Mouvement Républicain Populaire
Mouvement Républicain Populaire
(Popular Republican Movement, or MRP), a French bourgeois Catholic political party that existed from 1944 to 1967.
The party was formed in November 1944 from Christian Socialist groups by leaders of the right wing of the Resistance. Heterogeneous in its social composition, the party was linked with big capital and the church and had influence among the petite bourgeoisie and the working-class Catholics. During the rise of the democratic movement in 1944–46, the MRP helped purge state organs of collaborationists and implement a number of democratic reforms. The party approved of France’s alliance with the USSR and took part in coalition governments with the Communists and the Socialists.
In 1947, the leadership of the MRP openly shifted toward anticommunism and anti-Sovietism.
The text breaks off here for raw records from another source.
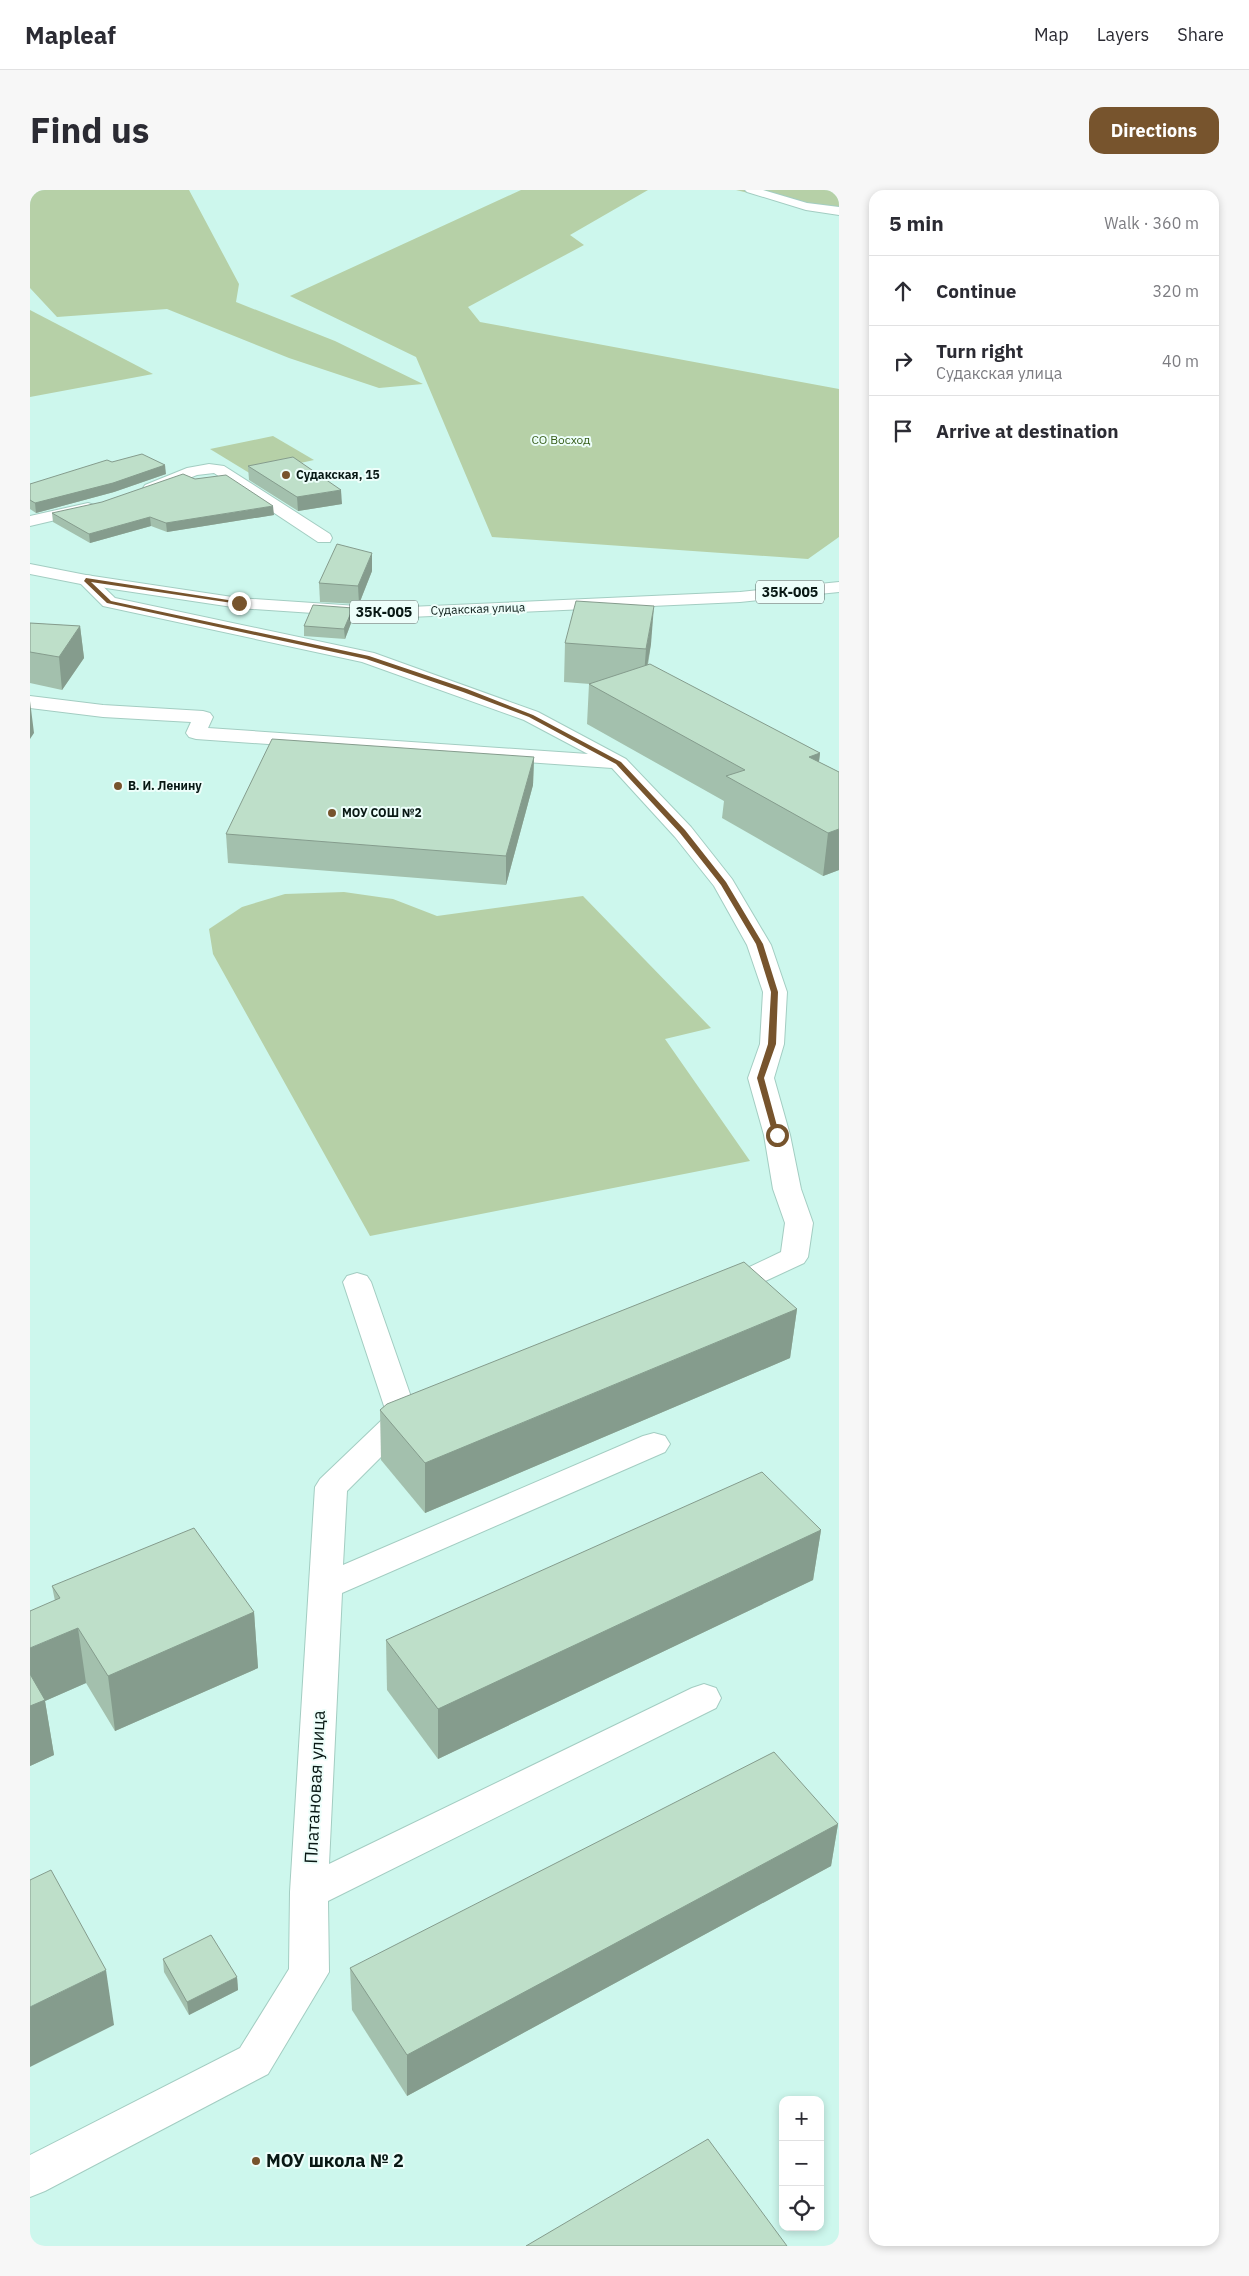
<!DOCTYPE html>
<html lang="en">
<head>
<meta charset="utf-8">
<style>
	:root { --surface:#fff; --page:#f7f7f7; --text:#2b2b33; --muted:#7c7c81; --line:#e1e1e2; --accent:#77542d }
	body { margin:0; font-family:"IBM Plex Sans",sans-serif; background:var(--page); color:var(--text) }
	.controls { position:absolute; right:15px; bottom:15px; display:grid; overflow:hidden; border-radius:10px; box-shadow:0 2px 8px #0003 }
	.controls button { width:45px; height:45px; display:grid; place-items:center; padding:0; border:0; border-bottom:1px solid var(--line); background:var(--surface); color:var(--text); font:25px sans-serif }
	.stop { position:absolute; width:15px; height:15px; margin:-11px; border:4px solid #77542d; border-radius:50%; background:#fff }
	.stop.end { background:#77542d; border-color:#fff; box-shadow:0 1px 5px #0008 }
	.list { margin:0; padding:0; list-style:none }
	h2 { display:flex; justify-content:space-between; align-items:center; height:65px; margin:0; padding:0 20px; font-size:21px }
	h2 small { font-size:16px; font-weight:400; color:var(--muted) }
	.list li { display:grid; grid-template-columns:32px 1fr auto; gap:15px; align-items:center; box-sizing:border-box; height:70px; padding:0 20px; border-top:1px solid var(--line) }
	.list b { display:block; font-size:19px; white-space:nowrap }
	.list p { margin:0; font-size:16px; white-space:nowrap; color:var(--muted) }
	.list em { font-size:16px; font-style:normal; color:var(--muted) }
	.icon { flex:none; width:28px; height:28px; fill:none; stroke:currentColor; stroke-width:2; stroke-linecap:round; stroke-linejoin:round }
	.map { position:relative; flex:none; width:809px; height:2056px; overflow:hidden; border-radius:15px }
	header { display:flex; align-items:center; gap:30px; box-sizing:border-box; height:70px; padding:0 25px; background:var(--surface); border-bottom:1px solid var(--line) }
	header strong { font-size:24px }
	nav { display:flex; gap:28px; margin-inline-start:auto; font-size:18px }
	.intro { display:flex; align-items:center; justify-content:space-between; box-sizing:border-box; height:120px; padding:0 30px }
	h1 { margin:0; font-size:35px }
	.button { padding:12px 22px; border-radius:15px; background:var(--accent); color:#fff; font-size:18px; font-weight:700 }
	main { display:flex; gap:30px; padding:0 30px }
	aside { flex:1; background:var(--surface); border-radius:15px; box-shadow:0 2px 8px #0003 }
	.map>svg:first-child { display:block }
	.green { fill:#b6d0a7 }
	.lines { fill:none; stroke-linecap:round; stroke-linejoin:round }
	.minor-casing { stroke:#a3cdc2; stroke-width:2 }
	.major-casing { stroke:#a3cdc2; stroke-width:2 }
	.minor { fill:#fff; fill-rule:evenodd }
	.major { fill:#fff; fill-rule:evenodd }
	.wall { fill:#a3c0ad }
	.shaded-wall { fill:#859c8d }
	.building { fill:#bedfc9; stroke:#859c8d }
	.route { fill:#77542d }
	.poi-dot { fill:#77542d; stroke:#edfefa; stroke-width:2 }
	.labels { text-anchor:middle; stroke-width:4; stroke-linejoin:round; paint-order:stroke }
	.far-park-label { font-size:12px; fill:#365d18; stroke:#edfefa }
	.far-poi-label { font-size:12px; font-weight:bold; fill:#081814; stroke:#edfefa; text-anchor:start }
	.far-street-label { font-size:12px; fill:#081814; stroke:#edfefa }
	.shield { fill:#edfefa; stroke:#4d5d59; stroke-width:1 }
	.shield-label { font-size:14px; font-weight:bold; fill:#081814 }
	.near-street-label { font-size:18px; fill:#081814; stroke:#edfefa }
	.near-poi-label { font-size:18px; font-weight:bold; fill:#081814; stroke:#edfefa; text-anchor:start }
</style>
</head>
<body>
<header>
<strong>Mapleaf</strong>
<nav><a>Map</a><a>Layers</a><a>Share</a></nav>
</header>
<div class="intro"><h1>Find us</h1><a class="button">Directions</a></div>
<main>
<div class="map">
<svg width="809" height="2056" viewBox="0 0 809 2056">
	<rect width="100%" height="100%" fill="#cdf7ed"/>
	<g class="green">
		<path d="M 0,0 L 159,0 L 209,94 L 206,112 L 305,151 L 393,194 L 349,198 L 259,168 L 137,119 L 27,127 L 0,98 Z"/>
		<path d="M 491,0 L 618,0 L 540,45 L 554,55 L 438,117 L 450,132 L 809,199 L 809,347 L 778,369 L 462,347 L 386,167 L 260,106 Z"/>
		<path d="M 706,0 L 809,0 L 809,25 Z"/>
		<path d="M 0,120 L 123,184 L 0,207 Z"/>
		<path d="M 243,246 L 284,270 L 221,284 L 180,259 Z"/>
		<path d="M 314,702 L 363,709 L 407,726 L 553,706 L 681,838 L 635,849 L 720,971 L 340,1046 L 183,764 L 179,739 L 212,717 L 255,704 Z"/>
	</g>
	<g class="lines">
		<defs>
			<g id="minor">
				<path d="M 715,0 L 733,0 L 777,13 L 809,17 L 809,25 L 776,20 L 717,2 Z"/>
				<path d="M 179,274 L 194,276 L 300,344 L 302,348 L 300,352 L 288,352 L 184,283 L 167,285 L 121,303 L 115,301 L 113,298 L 115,295 L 157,278 Z"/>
				<path d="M 58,313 L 64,315 L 66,318 L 64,321 L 0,336 L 0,326 Z"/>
				<path d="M 56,385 L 62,386 L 85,408 L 344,463 L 508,522 L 596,569 L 661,637 L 702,689 L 741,755 L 757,802 L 754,854 L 744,888 L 760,945 L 771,999 L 783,1033 L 778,1067 L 774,1073 L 729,1094 L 719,1097 L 709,1094 L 705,1088 L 709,1082 L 751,1062 L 755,1033 L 743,999 L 734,945 L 718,888 L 730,854 L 733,802 L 717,755 L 684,696 L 645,647 L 582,578 L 166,549 L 159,547 L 156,543 L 161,532 L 73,527 L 0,518 L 0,506 L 73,515 L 173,521 L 180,523 L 183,527 L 178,538 L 558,564 L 494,530 L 332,472 L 73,416 L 47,390 L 50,386 Z"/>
				<path d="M 327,1083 L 337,1086 L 341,1092 L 388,1227 L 384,1234 L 317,1301 L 313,1375 L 613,1246 L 624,1243 L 635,1246 L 640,1254 L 635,1262 L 312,1403 L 299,1674 L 662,1498 L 674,1494 L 686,1498 L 691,1508 L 686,1518 L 298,1711 L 299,1782 L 238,1884 L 15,2001 L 0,2007 L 0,1965 L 210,1858 L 259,1779 L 260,1702 L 285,1297 L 290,1289 L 357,1225 L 313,1092 L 317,1086 Z"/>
			</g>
			<path id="major" d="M 0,374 L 56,385 L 209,408 L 357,418 L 710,402 L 809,392 L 809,402 L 710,412 L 357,428 L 209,418 L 56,395 L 0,384 Z"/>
		</defs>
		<use href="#minor" class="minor-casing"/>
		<use href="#major" class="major-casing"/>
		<use href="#minor" class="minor"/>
		<use href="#major" class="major"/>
	</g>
	<g class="wall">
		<path d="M 82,272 L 136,284 L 84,302 L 6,323 L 0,319 L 0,294 Z"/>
		<path d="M 218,276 L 312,314 L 268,321 L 219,290 Z"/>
		<path d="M 22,323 L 244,325 L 137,342 L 121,336 L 60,353 L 23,332 Z"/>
		<path d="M 342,381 L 329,414 L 290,412 L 289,393 Z"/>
		<path d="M 323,418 L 323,428 L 315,449 L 274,446 L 274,436 Z"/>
		<path d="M 0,433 L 50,436 L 54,468 L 32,500 L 0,493 Z"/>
		<path d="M 535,453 L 621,454 L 618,475 L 790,563 L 789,572 L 809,582 L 809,680 L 793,686 L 692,628 L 694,611 L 557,534 L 559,494 L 560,494 L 534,492 Z"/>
		<path d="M 504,567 L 503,595 L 476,695 L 198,673 L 196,644 Z"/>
		<path d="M 767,1119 L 760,1168 L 395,1323 L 351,1270 L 350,1220 Z"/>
		<path d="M 791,1340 L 783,1390 L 408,1569 L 357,1500 L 356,1450 Z"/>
		<path d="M 22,1396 L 224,1422 L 228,1478 L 85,1541 L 56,1493 L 15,1511 L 24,1565 L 0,1576 L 25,1411 Z"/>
		<path d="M 808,1634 L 801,1676 L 377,1906 L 322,1820 L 320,1778 Z"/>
		<path d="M 133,1769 L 207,1787 L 208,1800 L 159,1825 L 134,1782 Z"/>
	</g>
	<g class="shaded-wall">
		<path d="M 135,275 L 136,284 L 84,302 L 6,323 L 5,313 Z"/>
		<path d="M 311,300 L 312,314 L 268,321 L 267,307 Z"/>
		<path d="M 243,316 L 244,325 L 137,342 L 136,333 Z"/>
		<path d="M 120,327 L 121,336 L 60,353 L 59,344 Z"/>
		<path d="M 342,363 L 342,381 L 329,414 L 328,396 Z"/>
		<path d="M 624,416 L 621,454 L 613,498 L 616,459 Z"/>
		<path d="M 323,418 L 323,428 L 315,449 L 314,439 Z"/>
		<path d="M 50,436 L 54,468 L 32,500 L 29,467 Z"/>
		<path d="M 0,511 L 4,543 L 0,549 Z"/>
		<path d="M 790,563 L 785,604 L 779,567 Z"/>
		<path d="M 504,567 L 503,595 L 476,695 L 476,666 Z"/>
		<path d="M 809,639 L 809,680 L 793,686 L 798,643 Z"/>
		<path d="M 767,1119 L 760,1168 L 395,1323 L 395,1273 Z"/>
		<path d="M 791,1340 L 783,1390 L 408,1569 L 408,1519 Z"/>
		<path d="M 224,1422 L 228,1478 L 85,1541 L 78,1486 Z"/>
		<path d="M 48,1438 L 56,1493 L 15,1511 L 24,1565 L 0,1576 L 0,1458 Z"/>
		<path d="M 808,1634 L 801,1676 L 377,1906 L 377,1865 Z"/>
		<path d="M 76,1780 L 84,1835 L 0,1877 L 0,1817 Z"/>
		<path d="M 207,1787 L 208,1800 L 159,1825 L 157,1812 Z"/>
	</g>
	<g class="building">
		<path d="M 112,264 L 135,275 L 83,293 L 5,313 L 0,310 L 0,294 L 77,270 L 82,272 Z"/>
		<path d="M 263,267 L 311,300 L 267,307 L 218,276 Z"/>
		<path d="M 153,284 L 165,289 L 196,285 L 243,316 L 136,333 L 120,327 L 59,344 L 22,323 L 72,312 Z"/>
		<path d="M 307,354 L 342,363 L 328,396 L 289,393 Z"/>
		<path d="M 546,411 L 624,416 L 616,459 L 535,453 Z"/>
		<path d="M 283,415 L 323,418 L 314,439 L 274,436 Z"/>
		<path d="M 0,433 L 50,436 L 29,467 L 0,462 Z"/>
		<path d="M 620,474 L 790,563 L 779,567 L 809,582 L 809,639 L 798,643 L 696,586 L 715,580 L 559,494 Z"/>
		<path d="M 242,549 L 504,567 L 476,666 L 196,644 Z"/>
		<path d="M 714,1072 L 767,1119 L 395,1273 L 350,1220 L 357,1214 Z"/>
		<path d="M 732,1282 L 791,1340 L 408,1519 L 356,1450 Z"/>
		<path d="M 164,1338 L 224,1422 L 78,1486 L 48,1438 L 0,1458 L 0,1421 L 30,1408 L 22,1396 Z"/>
		<path d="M 0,1484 L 15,1510 L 0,1516 Z"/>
		<path d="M 744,1562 L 808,1634 L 377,1865 L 320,1778 Z"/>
		<path d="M 21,1680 L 76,1780 L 0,1817 L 0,1690 Z"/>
		<path d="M 181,1745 L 207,1787 L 157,1812 L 133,1769 Z"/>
		<path d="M 678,1949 L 757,2056 L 496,2056 Z"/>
	</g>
	<path class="route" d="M 56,388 L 211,412 L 209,414 L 61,392 L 81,411 L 339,466 L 437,499 L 503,525 L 591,572 L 655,640 L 696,692 L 733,754 L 748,802 L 746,854 L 734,888 L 750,947 L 743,945 L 727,888 L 738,854 L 741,802 L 726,754 L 691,695 L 650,643 L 586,574 L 499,527 L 433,502 L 336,469 L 77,413 L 54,391 Z"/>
	<g class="poi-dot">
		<circle cx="256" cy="285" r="5"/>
		<circle cx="88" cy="596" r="5"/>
		<circle cx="302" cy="623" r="5"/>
		<circle cx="226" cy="1971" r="5"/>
	</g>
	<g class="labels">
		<g class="far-park-label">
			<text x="531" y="254">СО Восход</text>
		</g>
		<g class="far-poi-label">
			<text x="266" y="289">Судакская, 15</text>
			<text x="98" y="600">В. И. Ленину</text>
			<text x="312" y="627">МОУ СОШ №2</text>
		</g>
		<g class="far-street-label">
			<text transform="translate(448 419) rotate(-2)" y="4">Судакская улица</text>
		</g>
		<g class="shield">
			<rect x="726" y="390.5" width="68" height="23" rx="4"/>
			<rect x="320" y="410.5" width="68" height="23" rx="4"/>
		</g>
		<g class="shield-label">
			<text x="760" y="407">35К-005</text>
			<text x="354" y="427">35К-005</text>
		</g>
		<g class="near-street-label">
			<text transform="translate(285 1597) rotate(-87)" y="6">Платановая улица</text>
		</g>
		<g class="near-poi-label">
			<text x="236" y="1977">МОУ школа № 2</text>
		</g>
	</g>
</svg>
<div class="controls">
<button>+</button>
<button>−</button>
<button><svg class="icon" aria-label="locate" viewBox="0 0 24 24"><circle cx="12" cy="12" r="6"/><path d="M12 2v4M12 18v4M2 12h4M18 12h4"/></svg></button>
</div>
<div class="stop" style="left:747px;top:945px"></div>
<div class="stop end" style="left:209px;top:413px"></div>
</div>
<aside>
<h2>5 min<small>Walk · 360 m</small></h2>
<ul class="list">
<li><svg class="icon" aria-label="ahead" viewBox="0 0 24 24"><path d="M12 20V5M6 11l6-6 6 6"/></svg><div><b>Continue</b></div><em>320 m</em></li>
<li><svg class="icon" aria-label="right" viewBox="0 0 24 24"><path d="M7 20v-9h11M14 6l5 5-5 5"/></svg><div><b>Turn right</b><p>Судакская улица</p></div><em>40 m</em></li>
<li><svg class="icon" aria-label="arrive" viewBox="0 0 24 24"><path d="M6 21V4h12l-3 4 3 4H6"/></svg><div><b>Arrive at destination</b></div></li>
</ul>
</aside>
</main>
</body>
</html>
Leaders of the MRP held important posts in successive governments under the Fourth Republic from 1947 to 1954. Party leaders spoke out against the labor movement, defended the antidemocratic course that had been adopted by the ruling circles, and defended the principle of “freedom of schooling,” which was directed against secular education. In its foreign policy, the MRP favored active French participation in NATO and other imperialist blocs. Linked as it was with colonialist circles, the MRP leadership helped unleash the war in Indochina and opposed the national liberation movements in the colonies.
The political line adopted by the MRP leadership led to a decline in the party’s influence. The MRP received 5.05 million votes, or 26.3 percent of the total, in parliamentary elections in 1946, but received only 2.37 million votes, or 8.8 percent, in 1956. In 1958 the MRP supported the establishment of the Fifth Republic, and until May 1962, the party’s leaders remained in the government. The party went into opposition over certain aspects of the government’s foreign policy; in particular, the MRP advocated political integration of the capitalist states of Europe and close cooperation with NATO. In 1965 the leader of the MRP, J. Lecanuet, was a candidate for president of France but was defeated, receiving only 15.8 percent of the votes on the first ballot. In 1966, the MRP was the main element of a newly created bourgeois right-of-center party, the Democratic Center. In 1967 the MRP announced its dissolution.